Among the entries below, find each line holding "grid" and return it.
Start of Block
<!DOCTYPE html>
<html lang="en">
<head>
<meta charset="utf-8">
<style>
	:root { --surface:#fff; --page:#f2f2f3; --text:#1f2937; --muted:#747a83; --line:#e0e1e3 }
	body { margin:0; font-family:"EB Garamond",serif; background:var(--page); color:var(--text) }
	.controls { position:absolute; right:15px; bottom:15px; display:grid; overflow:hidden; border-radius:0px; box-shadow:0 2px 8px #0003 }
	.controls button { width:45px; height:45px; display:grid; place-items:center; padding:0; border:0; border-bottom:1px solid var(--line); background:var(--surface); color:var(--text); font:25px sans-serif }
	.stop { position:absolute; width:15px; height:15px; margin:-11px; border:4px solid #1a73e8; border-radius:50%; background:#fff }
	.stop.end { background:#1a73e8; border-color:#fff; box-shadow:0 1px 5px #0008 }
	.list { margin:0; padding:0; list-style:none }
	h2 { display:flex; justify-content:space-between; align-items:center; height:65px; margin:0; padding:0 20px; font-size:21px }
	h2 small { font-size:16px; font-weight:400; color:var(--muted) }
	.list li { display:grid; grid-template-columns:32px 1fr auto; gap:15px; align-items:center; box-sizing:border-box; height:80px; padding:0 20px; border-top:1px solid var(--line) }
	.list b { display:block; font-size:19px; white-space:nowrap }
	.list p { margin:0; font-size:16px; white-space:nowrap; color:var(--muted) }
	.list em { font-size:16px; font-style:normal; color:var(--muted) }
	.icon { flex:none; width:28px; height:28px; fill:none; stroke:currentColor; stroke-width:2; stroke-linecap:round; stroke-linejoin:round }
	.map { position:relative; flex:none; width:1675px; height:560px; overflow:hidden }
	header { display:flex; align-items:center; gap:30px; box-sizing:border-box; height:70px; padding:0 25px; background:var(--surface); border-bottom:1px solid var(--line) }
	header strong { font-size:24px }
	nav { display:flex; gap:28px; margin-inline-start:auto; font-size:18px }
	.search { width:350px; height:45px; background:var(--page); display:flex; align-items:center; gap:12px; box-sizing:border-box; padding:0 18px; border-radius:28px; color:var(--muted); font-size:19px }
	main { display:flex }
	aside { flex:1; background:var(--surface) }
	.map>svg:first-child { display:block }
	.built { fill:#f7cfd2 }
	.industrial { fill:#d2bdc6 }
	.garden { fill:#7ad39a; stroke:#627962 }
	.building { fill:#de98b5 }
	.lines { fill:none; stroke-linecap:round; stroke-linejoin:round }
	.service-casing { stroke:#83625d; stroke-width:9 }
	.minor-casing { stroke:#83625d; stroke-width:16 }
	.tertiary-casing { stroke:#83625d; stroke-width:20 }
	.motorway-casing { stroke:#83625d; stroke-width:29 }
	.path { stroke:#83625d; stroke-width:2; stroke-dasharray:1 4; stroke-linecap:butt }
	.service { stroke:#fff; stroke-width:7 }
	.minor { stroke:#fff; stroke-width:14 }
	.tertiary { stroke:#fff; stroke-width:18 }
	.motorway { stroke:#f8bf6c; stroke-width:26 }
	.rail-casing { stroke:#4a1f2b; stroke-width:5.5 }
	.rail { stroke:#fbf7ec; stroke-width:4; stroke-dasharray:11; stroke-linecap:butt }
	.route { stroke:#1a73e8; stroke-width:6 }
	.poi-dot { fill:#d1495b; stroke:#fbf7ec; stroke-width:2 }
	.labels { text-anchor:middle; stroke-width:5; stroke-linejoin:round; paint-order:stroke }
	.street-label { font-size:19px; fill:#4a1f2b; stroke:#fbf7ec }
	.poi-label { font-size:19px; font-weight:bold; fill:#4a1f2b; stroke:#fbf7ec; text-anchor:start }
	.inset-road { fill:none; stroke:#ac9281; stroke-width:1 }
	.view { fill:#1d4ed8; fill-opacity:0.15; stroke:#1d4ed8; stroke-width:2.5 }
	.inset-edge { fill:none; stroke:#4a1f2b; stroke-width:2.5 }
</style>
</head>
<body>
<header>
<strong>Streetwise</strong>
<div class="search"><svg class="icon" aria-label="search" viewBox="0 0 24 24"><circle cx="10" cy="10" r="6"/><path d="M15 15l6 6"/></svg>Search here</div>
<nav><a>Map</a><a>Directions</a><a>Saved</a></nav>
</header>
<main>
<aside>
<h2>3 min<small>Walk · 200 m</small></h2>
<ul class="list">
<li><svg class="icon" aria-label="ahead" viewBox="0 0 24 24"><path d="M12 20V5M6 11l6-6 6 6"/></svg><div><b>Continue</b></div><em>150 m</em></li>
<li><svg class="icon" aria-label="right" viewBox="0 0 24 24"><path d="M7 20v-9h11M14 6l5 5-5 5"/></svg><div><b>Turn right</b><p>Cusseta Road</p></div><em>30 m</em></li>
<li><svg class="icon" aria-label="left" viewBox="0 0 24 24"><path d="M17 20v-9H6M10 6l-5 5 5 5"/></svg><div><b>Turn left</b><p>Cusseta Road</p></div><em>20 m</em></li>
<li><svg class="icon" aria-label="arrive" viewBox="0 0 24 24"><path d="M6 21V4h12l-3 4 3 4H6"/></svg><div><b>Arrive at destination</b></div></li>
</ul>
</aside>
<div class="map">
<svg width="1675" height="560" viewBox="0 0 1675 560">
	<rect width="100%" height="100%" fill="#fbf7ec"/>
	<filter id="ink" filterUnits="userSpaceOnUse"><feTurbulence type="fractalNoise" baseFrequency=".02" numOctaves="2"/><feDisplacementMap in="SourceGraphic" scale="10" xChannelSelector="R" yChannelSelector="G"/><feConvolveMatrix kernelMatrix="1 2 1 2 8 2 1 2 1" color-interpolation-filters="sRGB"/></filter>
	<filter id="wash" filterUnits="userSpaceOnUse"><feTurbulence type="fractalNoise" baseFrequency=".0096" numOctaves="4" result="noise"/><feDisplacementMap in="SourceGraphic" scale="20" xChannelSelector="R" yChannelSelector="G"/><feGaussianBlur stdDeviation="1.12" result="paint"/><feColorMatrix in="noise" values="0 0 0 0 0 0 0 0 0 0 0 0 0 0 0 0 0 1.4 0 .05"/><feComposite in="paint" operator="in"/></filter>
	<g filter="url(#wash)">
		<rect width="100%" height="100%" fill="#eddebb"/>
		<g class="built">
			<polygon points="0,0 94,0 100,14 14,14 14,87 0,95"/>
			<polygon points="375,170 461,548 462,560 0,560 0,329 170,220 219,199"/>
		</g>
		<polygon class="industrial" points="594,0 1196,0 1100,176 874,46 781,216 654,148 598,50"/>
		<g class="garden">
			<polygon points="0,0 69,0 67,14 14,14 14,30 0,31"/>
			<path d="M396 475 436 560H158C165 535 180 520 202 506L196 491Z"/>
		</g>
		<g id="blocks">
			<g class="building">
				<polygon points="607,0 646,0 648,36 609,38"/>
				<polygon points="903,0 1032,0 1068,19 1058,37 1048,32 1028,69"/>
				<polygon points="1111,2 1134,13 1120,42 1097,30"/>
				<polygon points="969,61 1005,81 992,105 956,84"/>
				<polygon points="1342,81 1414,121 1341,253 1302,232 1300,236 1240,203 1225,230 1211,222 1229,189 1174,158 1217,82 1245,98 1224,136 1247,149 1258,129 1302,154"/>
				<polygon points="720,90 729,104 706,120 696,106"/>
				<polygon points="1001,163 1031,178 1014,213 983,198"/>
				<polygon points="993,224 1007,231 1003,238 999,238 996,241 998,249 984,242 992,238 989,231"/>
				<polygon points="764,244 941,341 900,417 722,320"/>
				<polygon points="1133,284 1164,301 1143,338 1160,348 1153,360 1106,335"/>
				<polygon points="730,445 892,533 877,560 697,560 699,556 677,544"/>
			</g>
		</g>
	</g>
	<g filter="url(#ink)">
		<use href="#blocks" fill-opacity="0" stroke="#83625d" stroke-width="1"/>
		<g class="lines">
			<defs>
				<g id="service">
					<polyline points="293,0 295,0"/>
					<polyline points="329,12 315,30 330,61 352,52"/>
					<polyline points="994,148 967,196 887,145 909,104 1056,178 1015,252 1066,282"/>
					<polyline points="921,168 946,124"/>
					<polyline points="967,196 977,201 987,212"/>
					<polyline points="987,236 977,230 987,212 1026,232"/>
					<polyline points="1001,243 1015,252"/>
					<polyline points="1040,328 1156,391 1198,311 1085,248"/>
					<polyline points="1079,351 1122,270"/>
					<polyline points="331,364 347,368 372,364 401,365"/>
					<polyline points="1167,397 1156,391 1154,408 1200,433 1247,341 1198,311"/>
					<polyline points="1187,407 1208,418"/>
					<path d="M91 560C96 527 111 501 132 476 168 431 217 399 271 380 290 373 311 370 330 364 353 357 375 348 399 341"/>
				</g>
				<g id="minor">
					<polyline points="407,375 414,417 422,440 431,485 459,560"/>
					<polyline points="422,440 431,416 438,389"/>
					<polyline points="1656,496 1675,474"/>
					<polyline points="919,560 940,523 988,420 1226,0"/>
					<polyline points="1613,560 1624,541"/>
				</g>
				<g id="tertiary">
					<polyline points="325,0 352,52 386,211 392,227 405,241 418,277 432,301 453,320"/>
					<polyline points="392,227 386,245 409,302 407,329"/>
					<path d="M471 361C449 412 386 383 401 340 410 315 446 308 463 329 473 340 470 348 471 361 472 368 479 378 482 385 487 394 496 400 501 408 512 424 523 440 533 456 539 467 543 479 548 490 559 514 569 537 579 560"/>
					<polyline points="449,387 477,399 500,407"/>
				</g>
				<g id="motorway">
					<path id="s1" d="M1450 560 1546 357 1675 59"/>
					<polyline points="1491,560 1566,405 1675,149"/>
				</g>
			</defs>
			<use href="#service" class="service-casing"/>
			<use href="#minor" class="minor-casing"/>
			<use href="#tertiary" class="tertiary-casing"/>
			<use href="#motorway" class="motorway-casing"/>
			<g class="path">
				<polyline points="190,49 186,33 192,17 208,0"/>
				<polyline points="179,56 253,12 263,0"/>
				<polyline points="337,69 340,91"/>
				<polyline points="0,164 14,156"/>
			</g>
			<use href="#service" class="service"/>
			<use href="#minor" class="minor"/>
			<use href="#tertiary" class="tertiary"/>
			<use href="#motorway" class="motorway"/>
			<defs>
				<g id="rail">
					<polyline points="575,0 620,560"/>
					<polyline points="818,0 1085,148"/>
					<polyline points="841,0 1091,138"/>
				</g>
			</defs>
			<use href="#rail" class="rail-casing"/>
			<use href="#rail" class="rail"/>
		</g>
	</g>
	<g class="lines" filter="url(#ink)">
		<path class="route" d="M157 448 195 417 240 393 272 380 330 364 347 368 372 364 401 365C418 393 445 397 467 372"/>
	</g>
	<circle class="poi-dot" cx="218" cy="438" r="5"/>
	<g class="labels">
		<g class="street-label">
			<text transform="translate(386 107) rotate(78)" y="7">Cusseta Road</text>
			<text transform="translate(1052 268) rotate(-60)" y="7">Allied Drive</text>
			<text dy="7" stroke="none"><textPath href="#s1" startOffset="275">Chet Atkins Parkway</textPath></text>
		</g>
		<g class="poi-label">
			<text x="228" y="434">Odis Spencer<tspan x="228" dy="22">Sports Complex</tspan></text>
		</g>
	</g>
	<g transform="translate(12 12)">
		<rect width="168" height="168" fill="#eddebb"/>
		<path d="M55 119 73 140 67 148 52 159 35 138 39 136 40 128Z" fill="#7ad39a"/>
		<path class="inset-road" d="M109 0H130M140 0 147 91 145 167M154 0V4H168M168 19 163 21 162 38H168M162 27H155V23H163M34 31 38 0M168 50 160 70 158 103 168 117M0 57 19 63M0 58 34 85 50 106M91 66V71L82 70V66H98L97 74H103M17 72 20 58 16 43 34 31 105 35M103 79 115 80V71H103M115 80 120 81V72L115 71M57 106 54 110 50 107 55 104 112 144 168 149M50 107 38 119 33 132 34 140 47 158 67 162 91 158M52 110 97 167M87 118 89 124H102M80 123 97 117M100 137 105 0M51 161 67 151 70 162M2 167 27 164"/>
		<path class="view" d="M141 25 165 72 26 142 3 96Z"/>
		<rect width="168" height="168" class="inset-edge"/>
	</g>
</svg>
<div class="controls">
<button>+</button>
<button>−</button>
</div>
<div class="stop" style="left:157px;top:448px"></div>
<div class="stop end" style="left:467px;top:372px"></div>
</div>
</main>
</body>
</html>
End of Block
• [Solved problem]:
	.controls { position:absolute; right:15px; bottom:15px; display:grid; overflow:hidden; border-radius:0px; box-shadow:0 2px 8px #0003 }
	.controls button { width:45px; height:45px; display:grid; place-items:center; padding:0; border:0; border-bottom:1px solid var(--line); background:var(--surface); color:var(--text); font:25px sans-serif }
	.list li { display:grid; grid-template-columns:32px 1fr auto; gap:15px; align-items:center; box-sizing:border-box; height:80px; padding:0 20px; border-top:1px solid var(--line) }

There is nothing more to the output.